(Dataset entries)
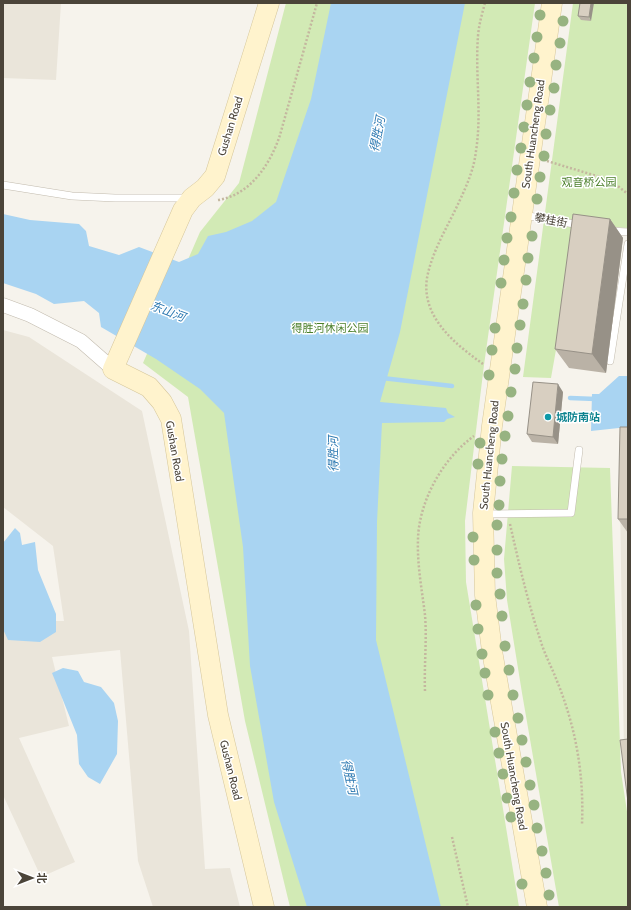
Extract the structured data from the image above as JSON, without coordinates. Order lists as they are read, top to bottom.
{
  "streets": {
    "street": ["Gushan Road", "South Huancheng Road"],
    "lane": ["攀桂街"]
  },
  "crossings": [
    ["South Huancheng Road", "攀桂街"]
  ],
  "water": ["得胜河", "东山河"],
  "parks": ["观音桥公园", "得胜河休闲公园"],
  "places": ["城防南站"],
  "north": "right"
}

**Task objective:**
Restate the data above word for word, so that the only difference is the missing pictures.

**Exercise result:**
Extract the structured data from the image above as JSON, without coordinates. Order lists as they are read, top to bottom.
{
  "streets": {
    "street": ["Gushan Road", "South Huancheng Road"],
    "lane": ["攀桂街"]
  },
  "crossings": [
    ["South Huancheng Road", "攀桂街"]
  ],
  "water": ["得胜河", "东山河"],
  "parks": ["观音桥公园", "得胜河休闲公园"],
  "places": ["城防南站"],
  "north": "right"
}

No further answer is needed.